WHAT YOU ARE ASKED TO DO →
Set down all of the records below exactly, please, omitting the images.

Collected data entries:
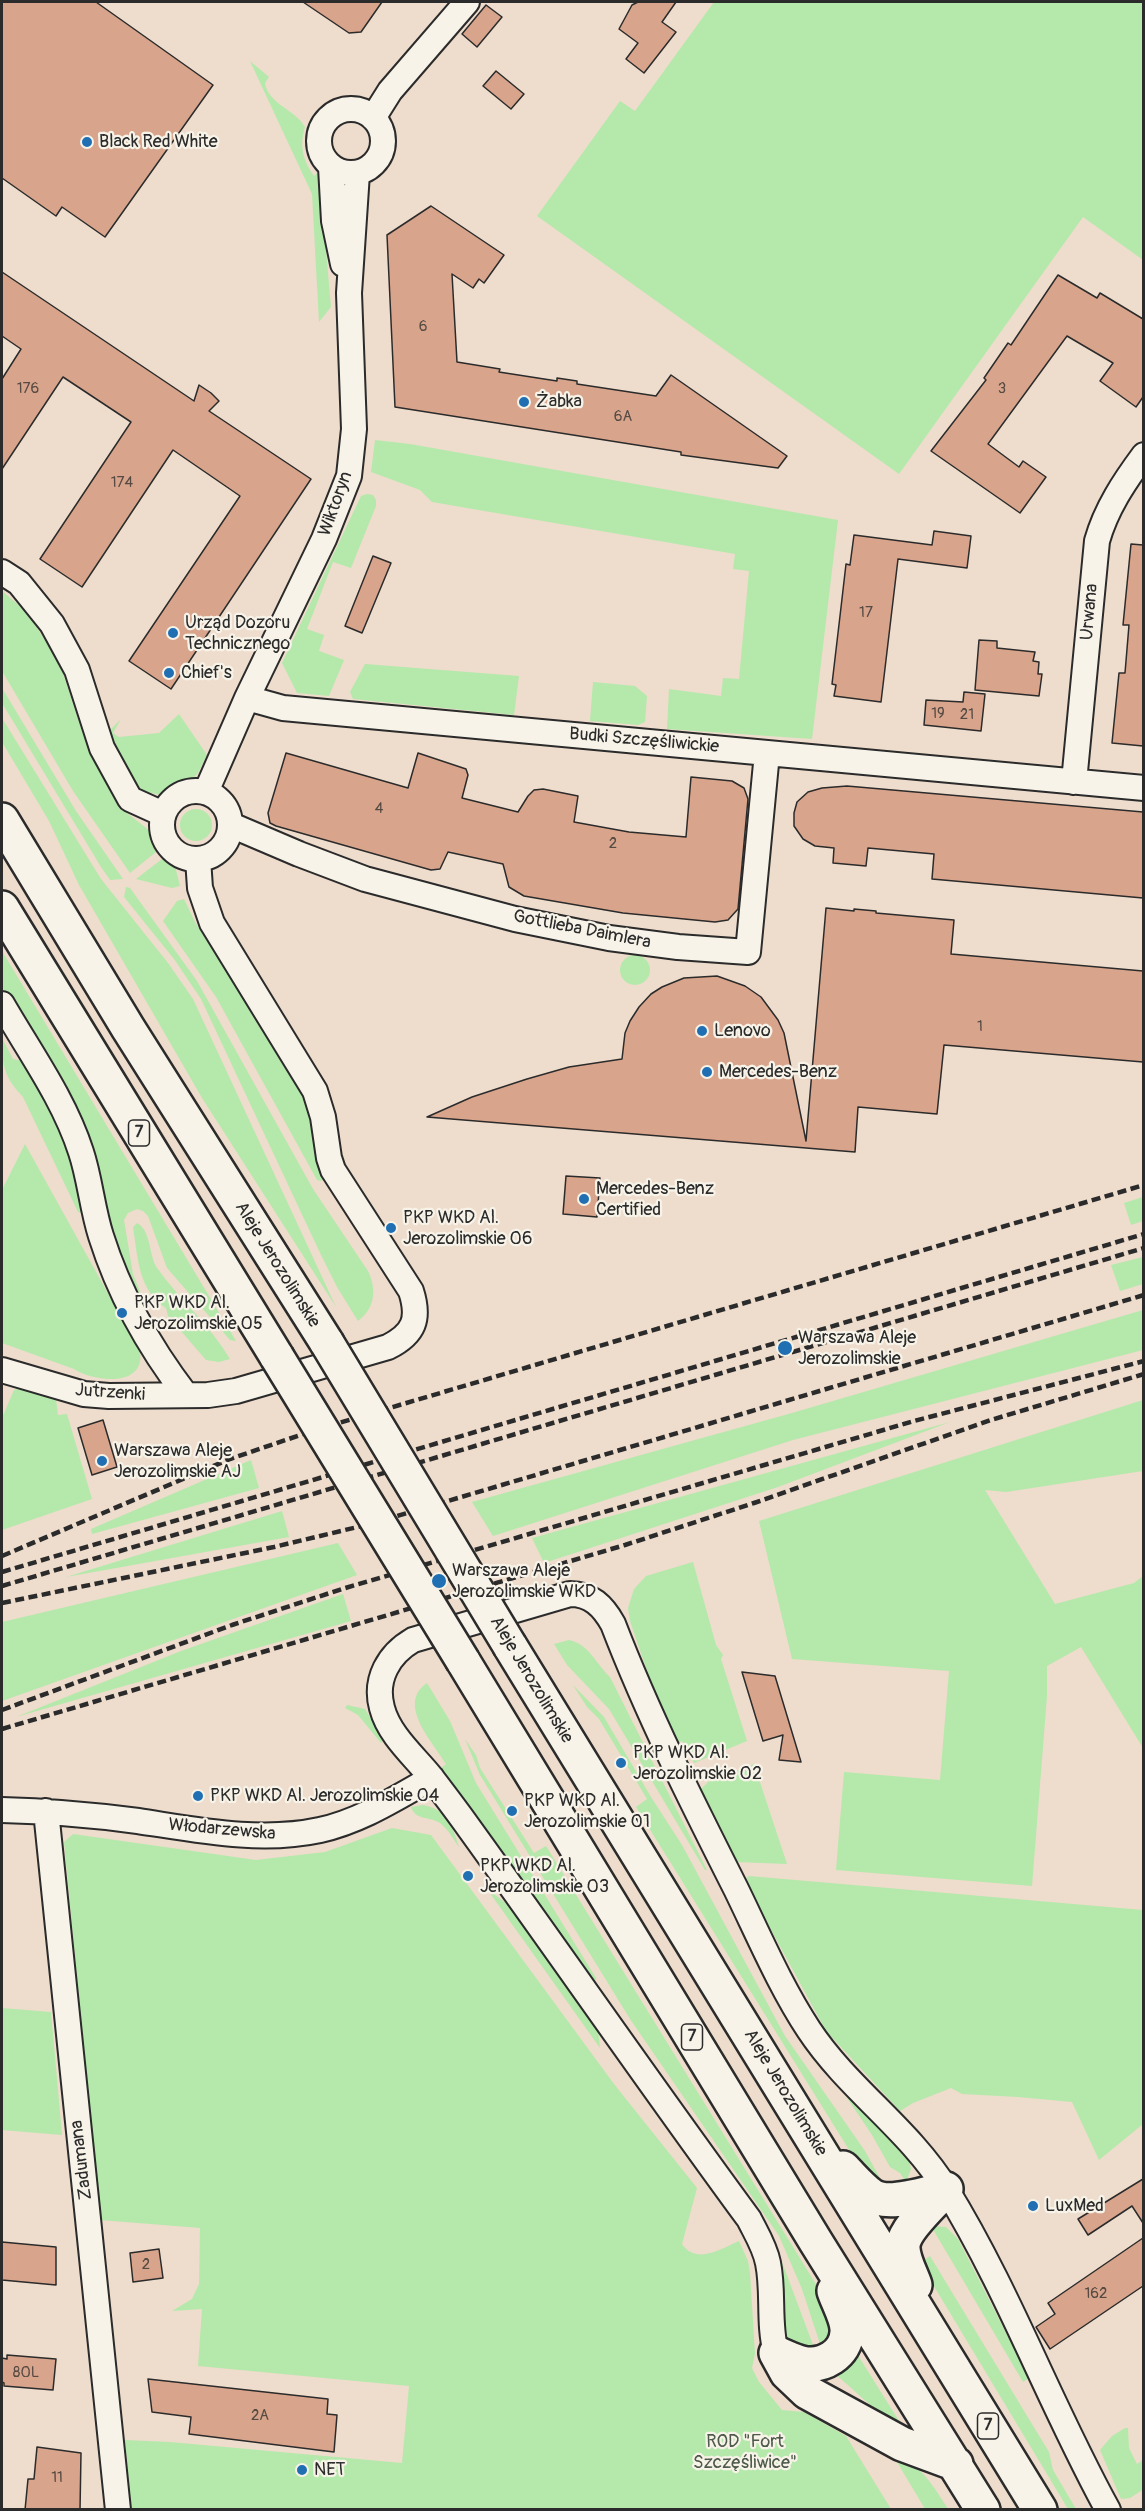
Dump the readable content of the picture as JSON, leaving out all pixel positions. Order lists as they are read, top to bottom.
{
  "streets": {
    "main road": ["7", "Aleje Jerozolimskie"],
    "street": [
      "Wiktoryn",
      "Urwana",
      "Budki Szczęśliwickie",
      "Gottlieba Daimlera",
      "Jutrzenki",
      "Włodarzewska",
      "Zadumana"
    ]
  },
  "crossings": [
    ["Wiktoryn", "Budki Szczęśliwickie"],
    ["Urwana", "Budki Szczęśliwickie"],
    ["Budki Szczęśliwickie", "Gottlieba Daimlera"],
    ["Gottlieba Daimlera", "Jutrzenki"],
    ["Włodarzewska", "Zadumana"]
  ],
  "parks": ["ROD \"Fort Szczęśliwice\""],
  "places": [
    "Black Red White",
    "Żabka",
    "Urząd Dozoru Technicznego",
    "Chief's",
    "Lenovo",
    "Mercedes-Benz",
    "Mercedes-Benz Certified",
    "PKP WKD Al. Jerozolimskie 06",
    "PKP WKD Al. Jerozolimskie 05",
    "Warszawa Aleje Jerozolimskie",
    "Warszawa Aleje Jerozolimskie AJ",
    "Warszawa Aleje Jerozolimskie WKD",
    "PKP WKD Al. Jerozolimskie 02",
    "PKP WKD Al. Jerozolimskie 04",
    "PKP WKD Al. Jerozolimskie 01",
    "PKP WKD Al. Jerozolimskie 03",
    "LuxMed",
    "NET"
  ],
  "house_numbers": [
    "6",
    "176",
    "3",
    "6A",
    "174",
    "17",
    "19",
    "21",
    "4",
    "2",
    "1",
    "2",
    "162",
    "80L",
    "2A",
    "11"
  ]
}
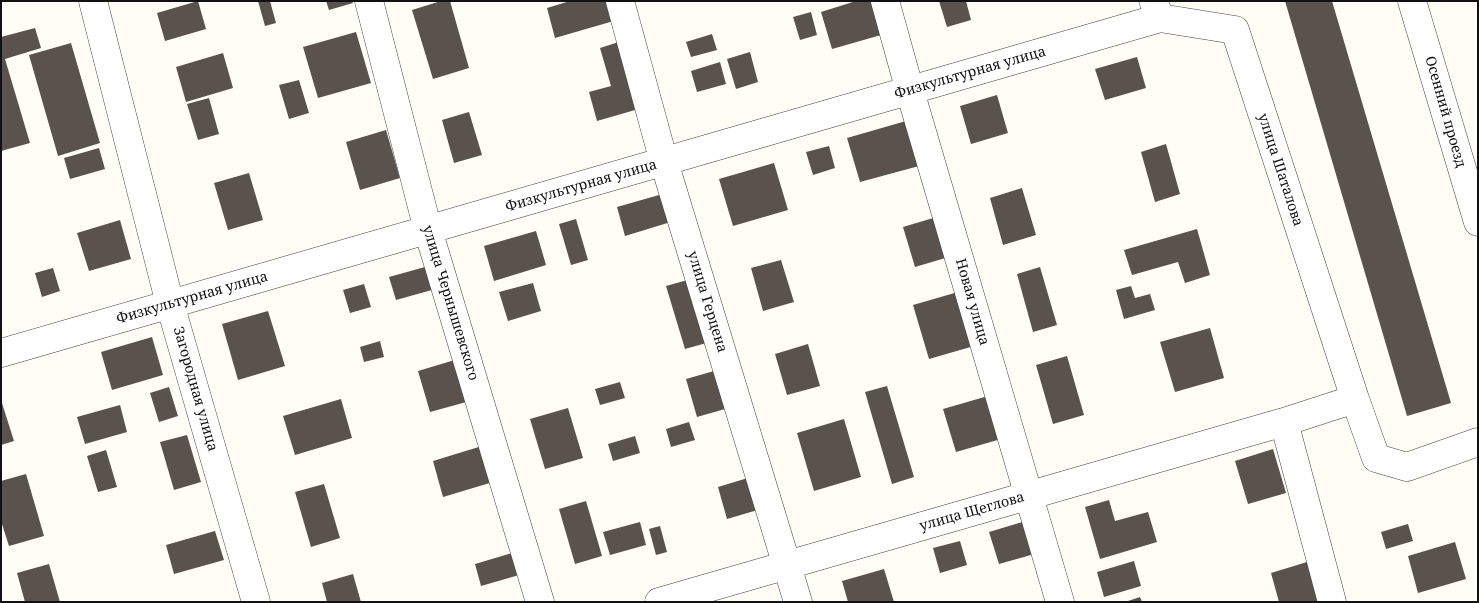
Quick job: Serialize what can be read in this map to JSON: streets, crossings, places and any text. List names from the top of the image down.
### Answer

EXERCISE SOLUTION →
Dump the readable content of the picture as JSON, leaving out all pixel positions. Order lists as they are read, top to bottom.
{
  "streets": {
    "main road": ["7", "Aleje Jerozolimskie"],
    "street": [
      "Wiktoryn",
      "Urwana",
      "Budki Szczęśliwickie",
      "Gottlieba Daimlera",
      "Jutrzenki",
      "Włodarzewska",
      "Zadumana"
    ]
  },
  "crossings": [
    ["Wiktoryn", "Budki Szczęśliwickie"],
    ["Urwana", "Budki Szczęśliwickie"],
    ["Budki Szczęśliwickie", "Gottlieba Daimlera"],
    ["Gottlieba Daimlera", "Jutrzenki"],
    ["Włodarzewska", "Zadumana"]
  ],
  "parks": ["ROD \"Fort Szczęśliwice\""],
  "places": [
    "Black Red White",
    "Żabka",
    "Urząd Dozoru Technicznego",
    "Chief's",
    "Lenovo",
    "Mercedes-Benz",
    "Mercedes-Benz Certified",
    "PKP WKD Al. Jerozolimskie 06",
    "PKP WKD Al. Jerozolimskie 05",
    "Warszawa Aleje Jerozolimskie",
    "Warszawa Aleje Jerozolimskie AJ",
    "Warszawa Aleje Jerozolimskie WKD",
    "PKP WKD Al. Jerozolimskie 02",
    "PKP WKD Al. Jerozolimskie 04",
    "PKP WKD Al. Jerozolimskie 01",
    "PKP WKD Al. Jerozolimskie 03",
    "LuxMed",
    "NET"
  ],
  "house_numbers": [
    "6",
    "176",
    "3",
    "6A",
    "174",
    "17",
    "19",
    "21",
    "4",
    "2",
    "1",
    "2",
    "162",
    "80L",
    "2A",
    "11"
  ]
}
Quick job: Serialize what can be read in this map to JSON: streets, crossings, places and any text. List names from the top of the image down.
### Answer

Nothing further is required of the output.